___ Material for this task ___

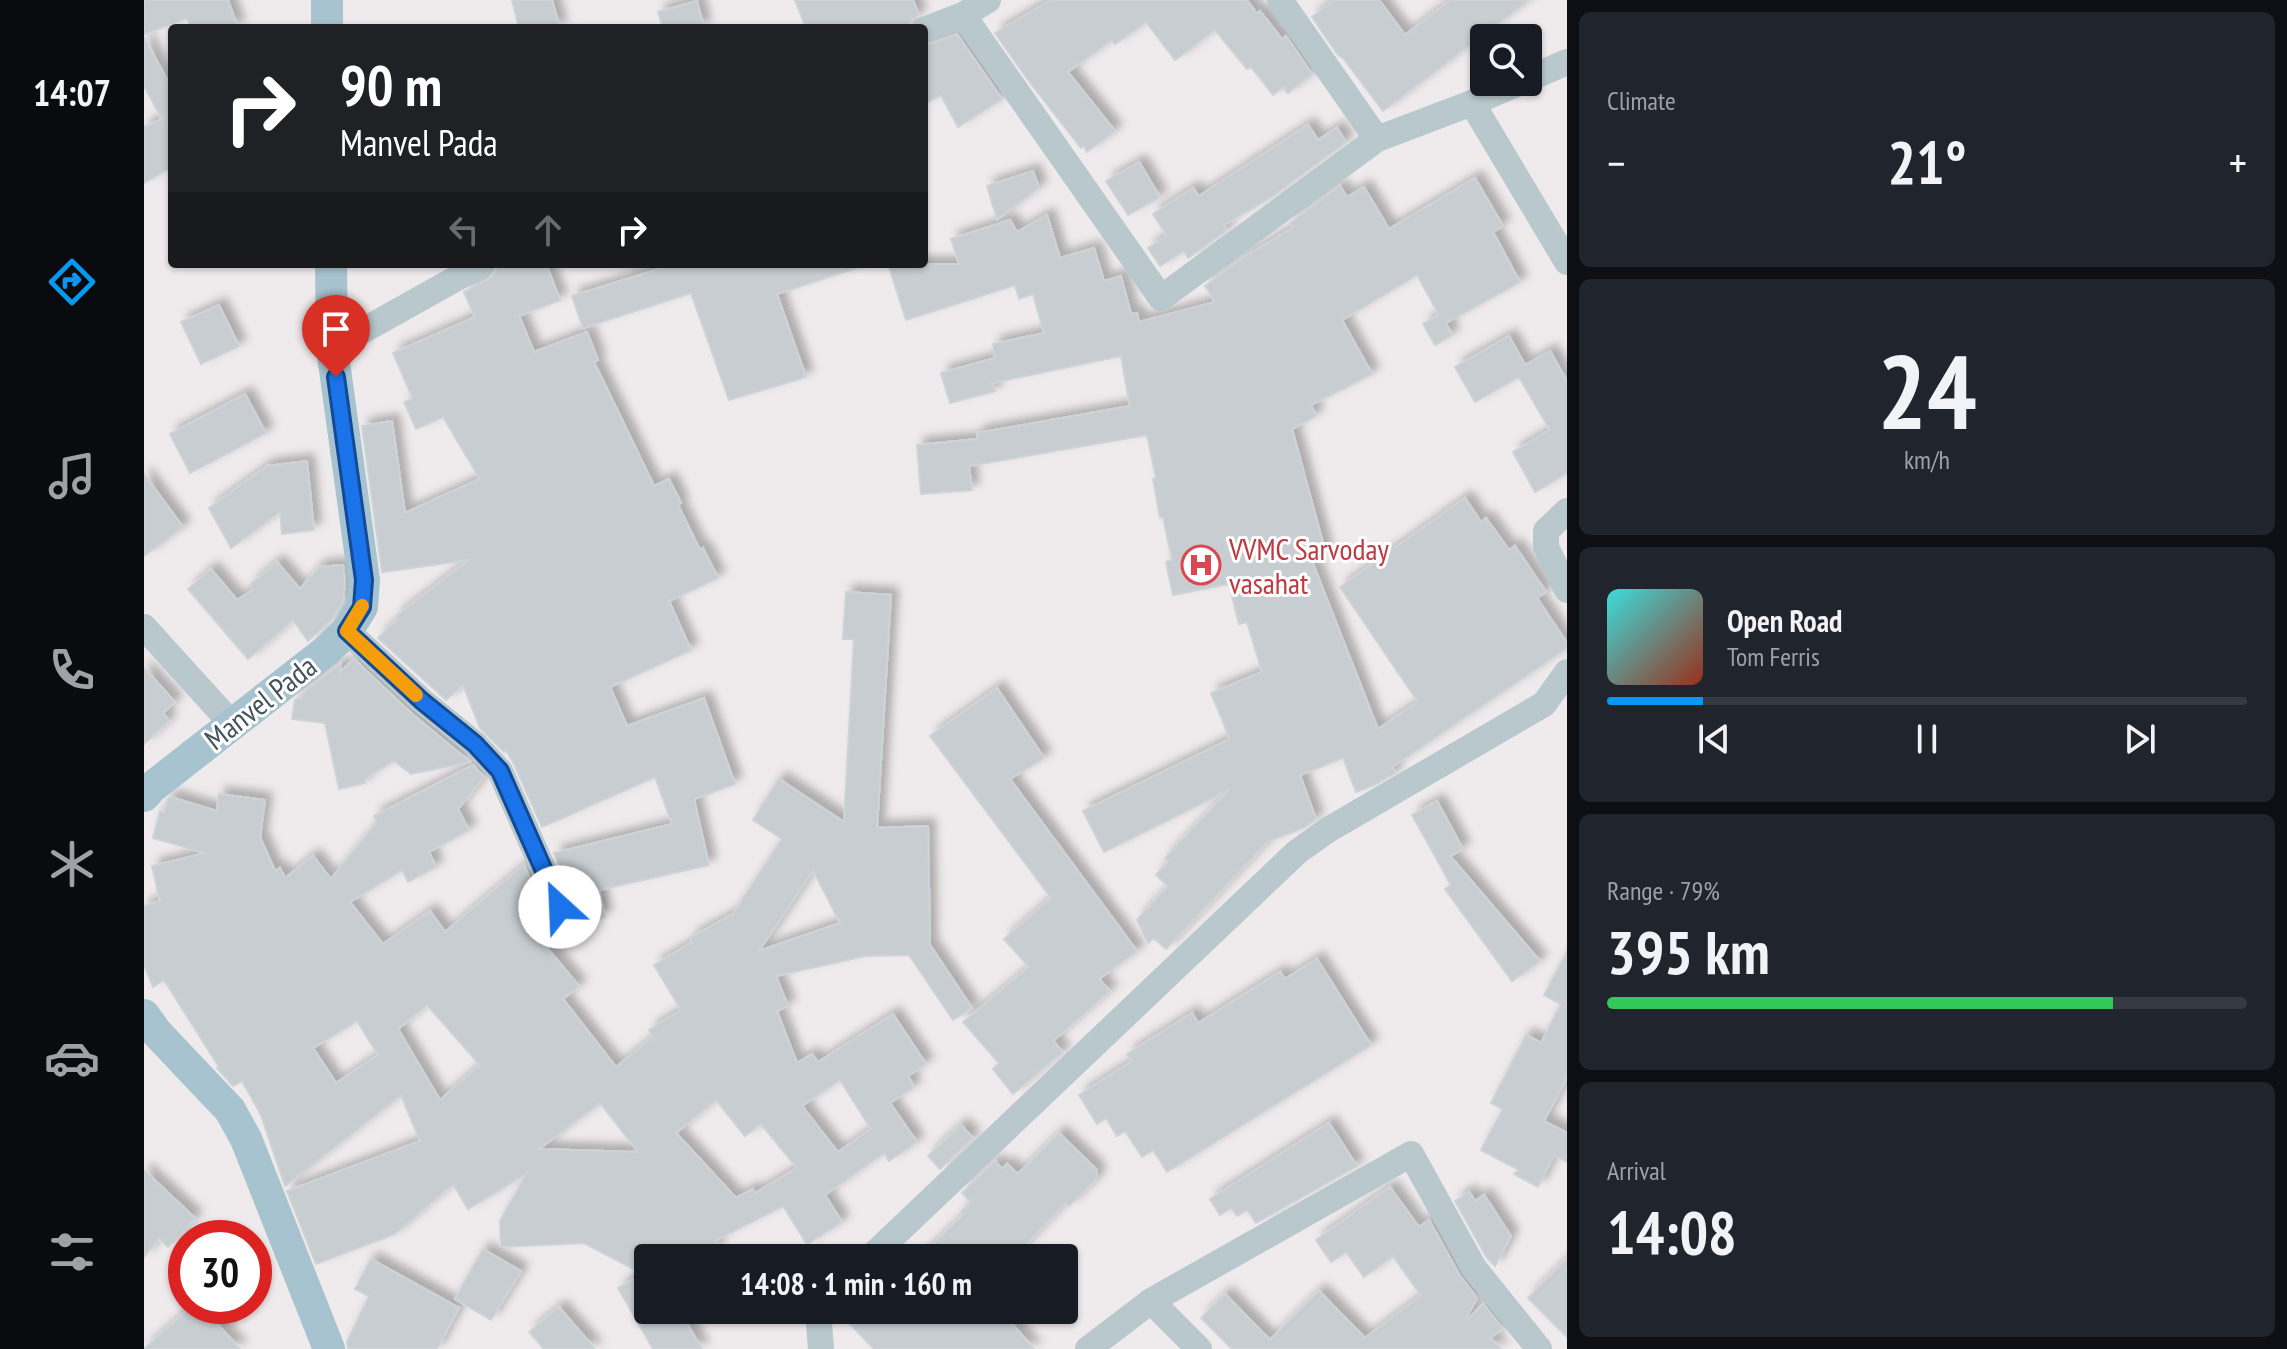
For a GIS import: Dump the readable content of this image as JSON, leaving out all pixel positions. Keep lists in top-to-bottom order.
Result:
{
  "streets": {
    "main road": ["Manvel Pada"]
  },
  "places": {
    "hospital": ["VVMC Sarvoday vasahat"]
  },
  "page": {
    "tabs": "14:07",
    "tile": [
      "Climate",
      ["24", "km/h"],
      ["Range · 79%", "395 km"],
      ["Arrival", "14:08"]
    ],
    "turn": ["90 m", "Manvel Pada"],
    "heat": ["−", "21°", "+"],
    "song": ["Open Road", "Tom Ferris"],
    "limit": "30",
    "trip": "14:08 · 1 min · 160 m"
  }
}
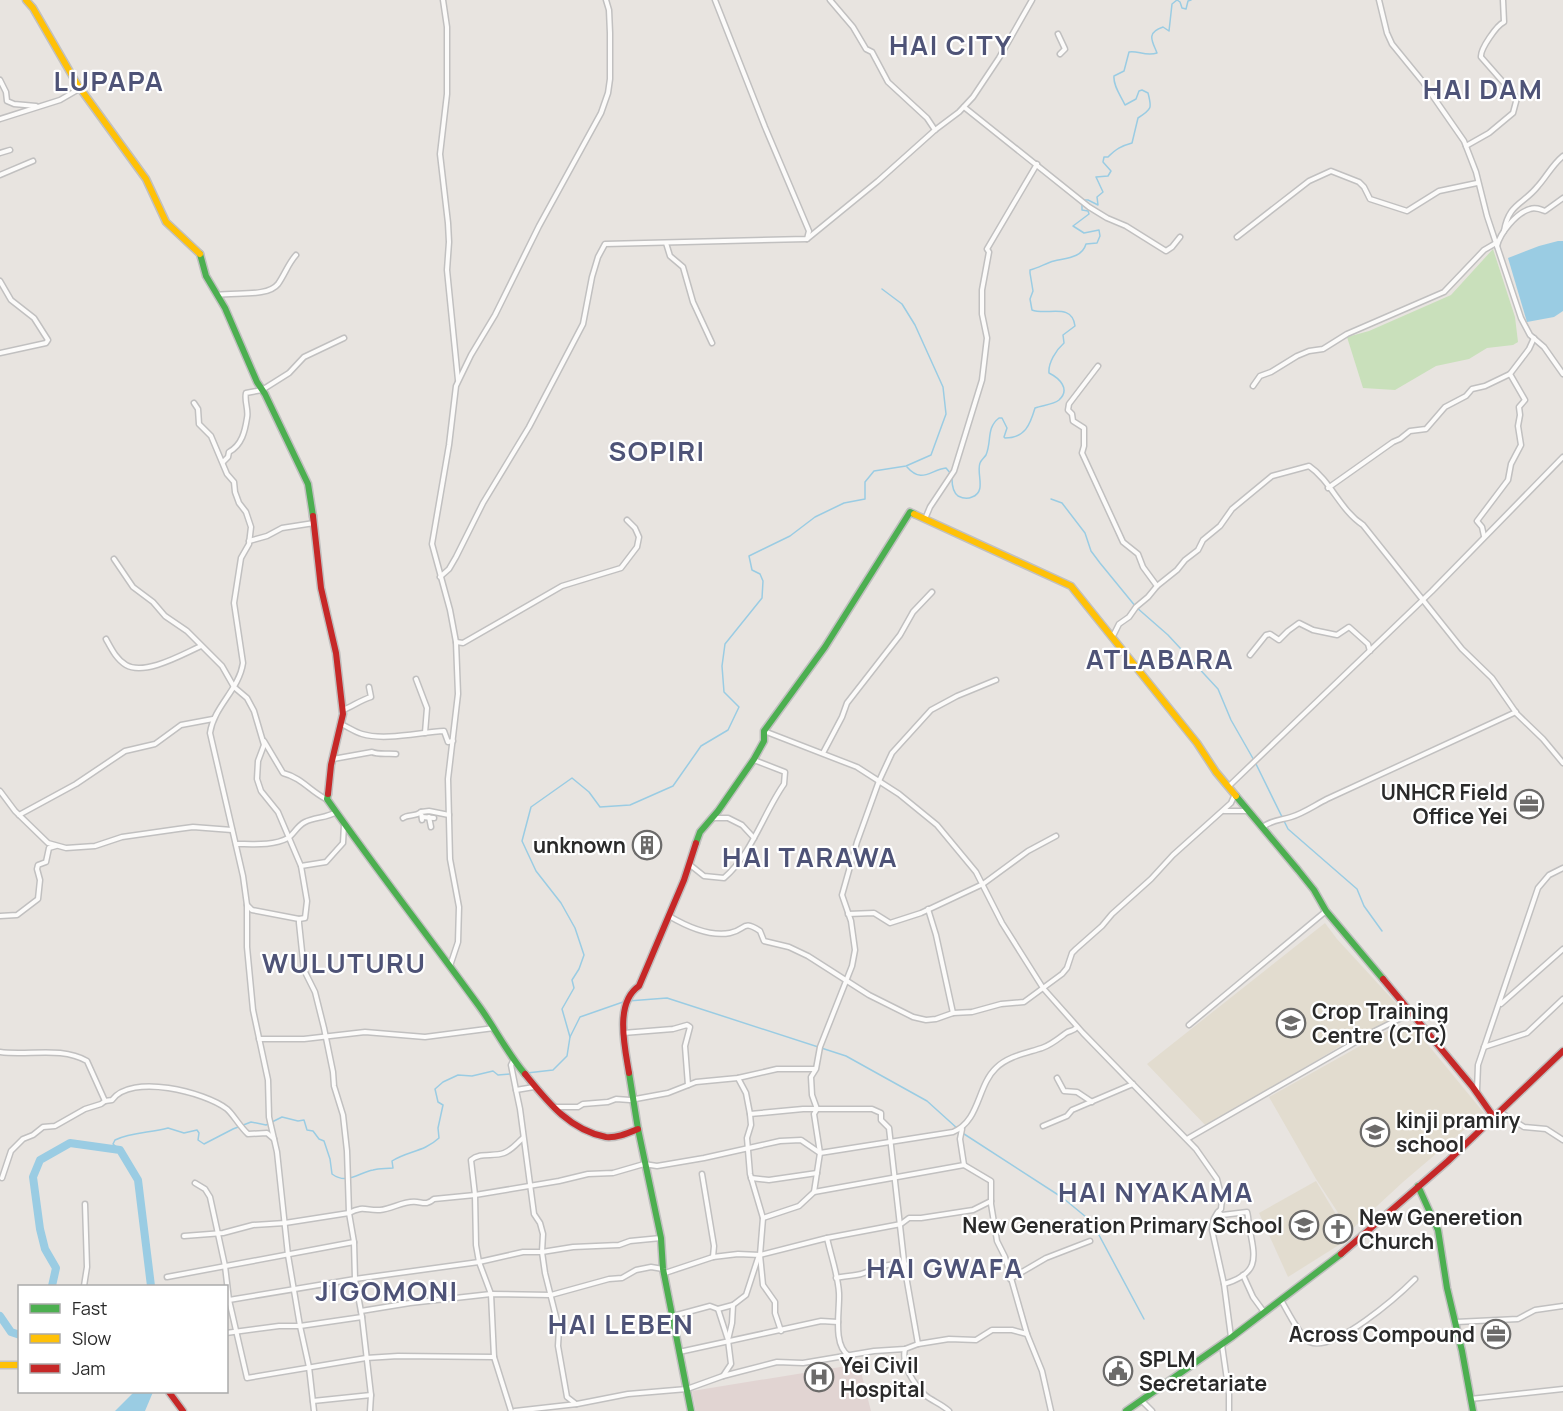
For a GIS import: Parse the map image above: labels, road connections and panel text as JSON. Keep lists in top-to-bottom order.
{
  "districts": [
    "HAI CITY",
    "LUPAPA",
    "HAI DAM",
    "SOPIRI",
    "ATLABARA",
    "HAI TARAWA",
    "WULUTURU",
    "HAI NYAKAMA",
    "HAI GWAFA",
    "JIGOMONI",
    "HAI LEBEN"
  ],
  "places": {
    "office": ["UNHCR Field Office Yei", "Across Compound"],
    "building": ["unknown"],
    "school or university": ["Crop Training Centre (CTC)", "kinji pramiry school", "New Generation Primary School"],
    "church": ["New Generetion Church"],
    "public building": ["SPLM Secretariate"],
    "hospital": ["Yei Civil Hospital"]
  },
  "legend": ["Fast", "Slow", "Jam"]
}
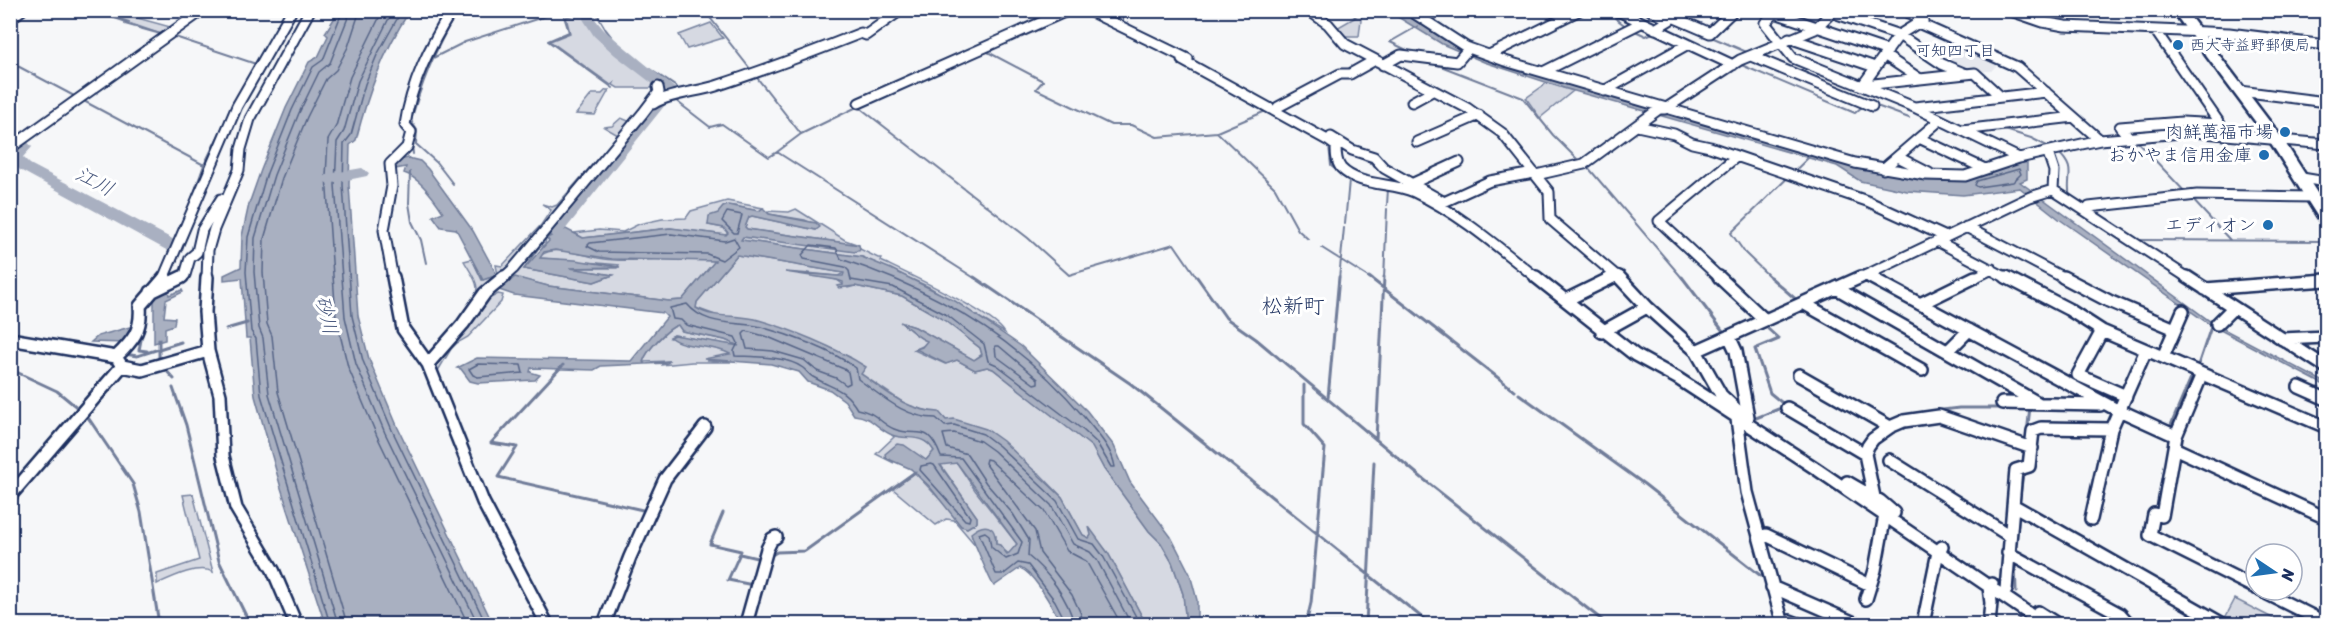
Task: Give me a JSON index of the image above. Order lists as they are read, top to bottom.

___

Work instructions
Could you give back the full listing word for word, leaving out the images?

Solution below
For a GIS import: Dump the readable content of this image as JSON, leaving out all pixel positions. Keep lists in top-to-bottom order.
Result:
{
  "streets": {
    "main road": ["Manvel Pada"]
  },
  "places": {
    "hospital": ["VVMC Sarvoday vasahat"]
  },
  "page": {
    "tabs": "14:07",
    "tile": [
      "Climate",
      ["24", "km/h"],
      ["Range · 79%", "395 km"],
      ["Arrival", "14:08"]
    ],
    "turn": ["90 m", "Manvel Pada"],
    "heat": ["−", "21°", "+"],
    "song": ["Open Road", "Tom Ferris"],
    "limit": "30",
    "trip": "14:08 · 1 min · 160 m"
  }
}
For a GIS import: Parse the map image above: labels, road connections and panel text as JSON. Keep lists in top-to-bottom order.
{
  "districts": [
    "HAI CITY",
    "LUPAPA",
    "HAI DAM",
    "SOPIRI",
    "ATLABARA",
    "HAI TARAWA",
    "WULUTURU",
    "HAI NYAKAMA",
    "HAI GWAFA",
    "JIGOMONI",
    "HAI LEBEN"
  ],
  "places": {
    "office": ["UNHCR Field Office Yei", "Across Compound"],
    "building": ["unknown"],
    "school or university": ["Crop Training Centre (CTC)", "kinji pramiry school", "New Generation Primary School"],
    "church": ["New Generetion Church"],
    "public building": ["SPLM Secretariate"],
    "hospital": ["Yei Civil Hospital"]
  },
  "legend": ["Fast", "Slow", "Jam"]
}
Task: Give me a JSON index of the image above. Order lists as they are read, top to bottom.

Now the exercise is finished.